(Collected data entries)
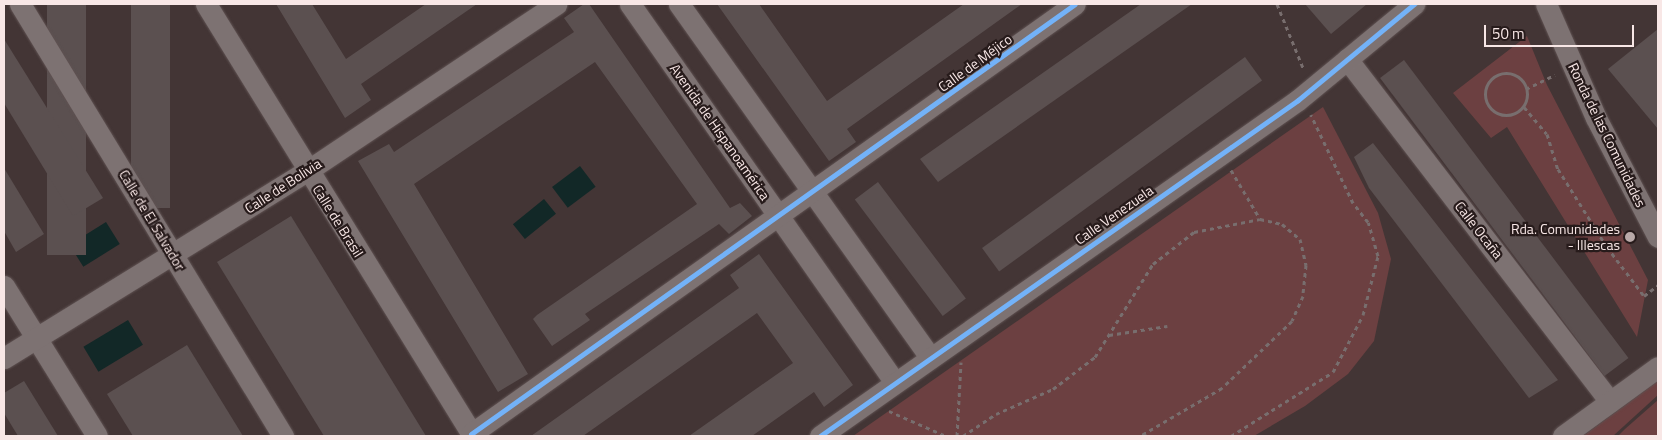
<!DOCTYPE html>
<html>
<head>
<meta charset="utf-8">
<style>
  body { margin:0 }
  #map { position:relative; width:1662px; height:440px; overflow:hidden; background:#433535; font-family:"Titillium Web",sans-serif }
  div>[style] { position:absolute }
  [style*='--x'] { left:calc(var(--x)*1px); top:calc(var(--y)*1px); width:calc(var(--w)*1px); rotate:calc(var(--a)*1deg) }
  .green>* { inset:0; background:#6c4041 }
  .water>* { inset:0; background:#122827; transform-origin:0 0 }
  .building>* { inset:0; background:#5b5050; transform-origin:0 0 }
  .path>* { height:3px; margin-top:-1.5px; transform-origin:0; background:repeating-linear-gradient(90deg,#786e6e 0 4px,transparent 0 8px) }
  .path>.ring { margin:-1.5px; padding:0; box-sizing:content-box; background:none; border:3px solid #786e6e; border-radius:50% }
  .roads { filter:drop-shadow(0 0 1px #5f5252) drop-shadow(0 0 1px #5f5252) }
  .minor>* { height:21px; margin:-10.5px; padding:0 10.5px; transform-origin:10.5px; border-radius:10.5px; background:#7d7272 }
  .cycleway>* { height:5px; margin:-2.5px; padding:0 2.5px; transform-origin:2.5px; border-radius:2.5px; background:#73b2f8 }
  .dots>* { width:14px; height:14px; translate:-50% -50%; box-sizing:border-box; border:2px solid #271b1b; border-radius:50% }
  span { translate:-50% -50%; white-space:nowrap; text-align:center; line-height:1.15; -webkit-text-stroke:4.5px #271b1b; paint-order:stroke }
  .street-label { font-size:14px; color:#f8e7e6 }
  .poi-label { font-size:14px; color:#f8e7e6 }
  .right { translate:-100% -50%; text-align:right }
  .frame { position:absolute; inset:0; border:5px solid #f8e7e6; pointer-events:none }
  .scale { position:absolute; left:1484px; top:25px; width:150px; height:22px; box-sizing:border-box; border:2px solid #f8e7e6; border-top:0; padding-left:6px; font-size:15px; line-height:18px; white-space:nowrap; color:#f8e7e6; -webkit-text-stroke:4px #271b1b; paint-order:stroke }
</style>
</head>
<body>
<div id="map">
  <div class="green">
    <div style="clip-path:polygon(1527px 36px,1547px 85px,1648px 280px,1637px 337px,1507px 127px,1491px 138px,1453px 93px)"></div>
    <div style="clip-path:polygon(1323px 107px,1378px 213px,1391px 259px,1374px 341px,1348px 374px,1305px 406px,1254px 436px,853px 436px)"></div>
    <div style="clip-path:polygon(1658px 381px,1658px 395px,1613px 436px,1583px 436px)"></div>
    <div style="clip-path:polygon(1658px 400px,1658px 436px,1618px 436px,1625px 429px)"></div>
  </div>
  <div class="water">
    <div style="left:580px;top:166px;width:26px;height:35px;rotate:53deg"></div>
    <div style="left:544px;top:199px;width:19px;height:40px;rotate:51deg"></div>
    <div style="left:106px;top:222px;width:26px;height:43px;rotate:58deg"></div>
    <div style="left:128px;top:320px;width:29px;height:52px;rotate:59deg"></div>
  </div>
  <div class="building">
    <div style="left:47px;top:4px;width:39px;height:251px"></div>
    <div style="left:131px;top:4px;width:39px;height:204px"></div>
    <div style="clip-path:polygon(276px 4px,312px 4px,346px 59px,426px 4px,477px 4px,361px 84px,371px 100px,345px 118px)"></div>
    <div style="clip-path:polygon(584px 4px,589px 4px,730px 208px,740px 203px,752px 216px,729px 234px,719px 224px,585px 314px,590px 320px,552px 346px,533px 319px,537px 315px,697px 204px,595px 62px,414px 184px,528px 374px,498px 392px,358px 161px,389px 144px,394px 152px,574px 32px,564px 18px)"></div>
    <div style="clip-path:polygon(717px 4px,759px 4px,827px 101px,964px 4px,1022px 4px,847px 129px,856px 142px,829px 161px)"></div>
    <div style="clip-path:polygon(1141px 4px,1192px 4px,938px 182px,920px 159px)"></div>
    <div style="clip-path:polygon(1305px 4px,1367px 4px,1331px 34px)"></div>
    <div style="clip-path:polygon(1658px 29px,1658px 129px,1608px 69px)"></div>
    <div style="clip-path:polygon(4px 39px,103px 198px,73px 216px,4px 103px)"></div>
    <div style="left:1245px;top:57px;width:29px;height:325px;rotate:54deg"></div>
    <div style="left:1404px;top:60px;width:373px;height:30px;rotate:53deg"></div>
    <div style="clip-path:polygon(1373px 143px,1558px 380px,1529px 398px,1369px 188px,1354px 157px)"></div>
    <div style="clip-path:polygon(4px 168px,44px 234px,16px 252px,4px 231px)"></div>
    <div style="left:878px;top:182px;width:146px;height:29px;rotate:53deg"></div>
    <div style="clip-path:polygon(291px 216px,426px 436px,324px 436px,217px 262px)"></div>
    <div style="clip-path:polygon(759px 254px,853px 385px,824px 407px,814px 392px,752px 436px,689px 436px,793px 363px,757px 313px,583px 436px,531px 436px,739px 288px,730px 275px)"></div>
    <div style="clip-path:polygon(187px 345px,243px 436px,133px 436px,107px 394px)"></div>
    <div style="clip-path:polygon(24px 381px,58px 436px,18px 436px,4px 413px,4px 393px)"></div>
  </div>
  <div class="path">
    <div style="--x:1277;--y:4;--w:71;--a:67.8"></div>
    <div class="ring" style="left:1485px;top:73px;width:39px;height:39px"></div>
    <div style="--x:1526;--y:89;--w:32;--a:-26"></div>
    <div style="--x:1524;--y:107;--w:35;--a:50"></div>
    <div style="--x:1547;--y:134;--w:37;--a:73"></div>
    <div style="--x:1558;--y:169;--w:92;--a:57.9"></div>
    <div style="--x:1607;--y:247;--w:61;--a:52.9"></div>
    <div style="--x:1644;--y:296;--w:18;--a:-38"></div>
    <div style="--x:1231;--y:170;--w:57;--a:59.4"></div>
    <div style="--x:1109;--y:335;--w:59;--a:-8.8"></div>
    <div style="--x:889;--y:411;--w:62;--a:23.7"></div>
    <div style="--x:957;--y:436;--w:74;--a:-86.9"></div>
    <div style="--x:963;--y:436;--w:40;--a:-34"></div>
    <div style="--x:996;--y:414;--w:62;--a:-23.7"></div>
    <div style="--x:1053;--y:389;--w:53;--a:-37.3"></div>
    <div style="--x:1095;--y:357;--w:110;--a:-58.1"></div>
    <div style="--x:1153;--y:264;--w:52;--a:-38"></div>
    <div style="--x:1194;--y:232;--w:67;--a:-11.1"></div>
    <div style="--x:1260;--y:219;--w:23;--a:13"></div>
    <div style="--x:1282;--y:224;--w:23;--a:40"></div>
    <div style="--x:1300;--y:239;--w:27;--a:77"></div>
    <div style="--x:1306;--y:265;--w:31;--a:96"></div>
    <div style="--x:1303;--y:296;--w:27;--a:114"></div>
    <div style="--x:1292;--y:321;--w:97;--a:136.3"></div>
    <div style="--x:1222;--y:388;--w:95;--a:149.7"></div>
    <div style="--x:1231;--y:436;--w:120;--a:-32.1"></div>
    <div style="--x:1333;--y:372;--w:64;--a:-62.2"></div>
    <div style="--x:1363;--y:315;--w:61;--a:-75.7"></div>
    <div style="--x:1378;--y:256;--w:35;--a:-106"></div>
    <div style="--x:1368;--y:222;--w:24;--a:-128"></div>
    <div style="--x:1353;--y:203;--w:98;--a:-115.5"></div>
  </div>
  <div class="roads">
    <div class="minor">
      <div style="--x:20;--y:4;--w:506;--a:58.67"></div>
      <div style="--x:206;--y:4;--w:508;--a:58.28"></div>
      <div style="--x:630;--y:4;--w:462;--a:55"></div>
      <div style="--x:679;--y:4;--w:433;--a:54.6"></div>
      <div style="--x:1546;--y:4;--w:124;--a:66.3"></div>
      <div style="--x:1596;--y:118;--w:134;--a:62.5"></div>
      <div style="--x:1347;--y:59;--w:432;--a:52.5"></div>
      <div style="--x:4;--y:286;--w:176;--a:58.2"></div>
      <div style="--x:4;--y:358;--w:356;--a:-31.7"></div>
      <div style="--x:307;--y:171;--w:300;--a:-33.8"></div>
      <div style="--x:471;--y:434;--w:741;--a:-35.45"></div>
      <div style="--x:820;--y:436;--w:584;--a:-35.1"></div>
      <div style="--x:1298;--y:100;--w:151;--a:-39.6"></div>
      <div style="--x:1563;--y:436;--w:117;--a:-36"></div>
    </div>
  </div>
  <div class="cycleway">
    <div style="--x:471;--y:434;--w:741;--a:-35.45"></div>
    <div style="--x:820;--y:436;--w:584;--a:-35.1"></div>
    <div style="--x:1298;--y:100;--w:151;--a:-39.6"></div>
  </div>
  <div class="dots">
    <div style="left:1630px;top:237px;background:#b9a9a8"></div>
  </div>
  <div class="street-label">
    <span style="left:975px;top:63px;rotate:-36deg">Calle de Méjico</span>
    <span style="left:720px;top:132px;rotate:55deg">Avenida de Hispanoamérica</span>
    <span style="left:1607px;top:135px;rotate:64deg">Ronda de las Comunidades</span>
    <span style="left:283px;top:186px;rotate:-33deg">Calle de Bolivia</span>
    <span style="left:1114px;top:215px;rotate:-35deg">Calle Venezuela</span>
    <span style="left:152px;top:220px;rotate:59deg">Calle de El Salvador</span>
    <span style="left:338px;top:221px;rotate:58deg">Calle de Brasil</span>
    <span style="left:1479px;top:230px;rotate:52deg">Calle Ocaña</span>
  </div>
  <div class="poi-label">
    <span class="right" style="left:1620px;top:237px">Rda. Comunidades<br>- Illescas</span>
  </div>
  <div class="frame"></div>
  <div class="scale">50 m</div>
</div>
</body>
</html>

→ Exercise description
All lines in the entries above that hold the word "water" need to be copied.

→ Task output
  .water>* { inset:0; background:#122827; transform-origin:0 0 }
  <div class="water">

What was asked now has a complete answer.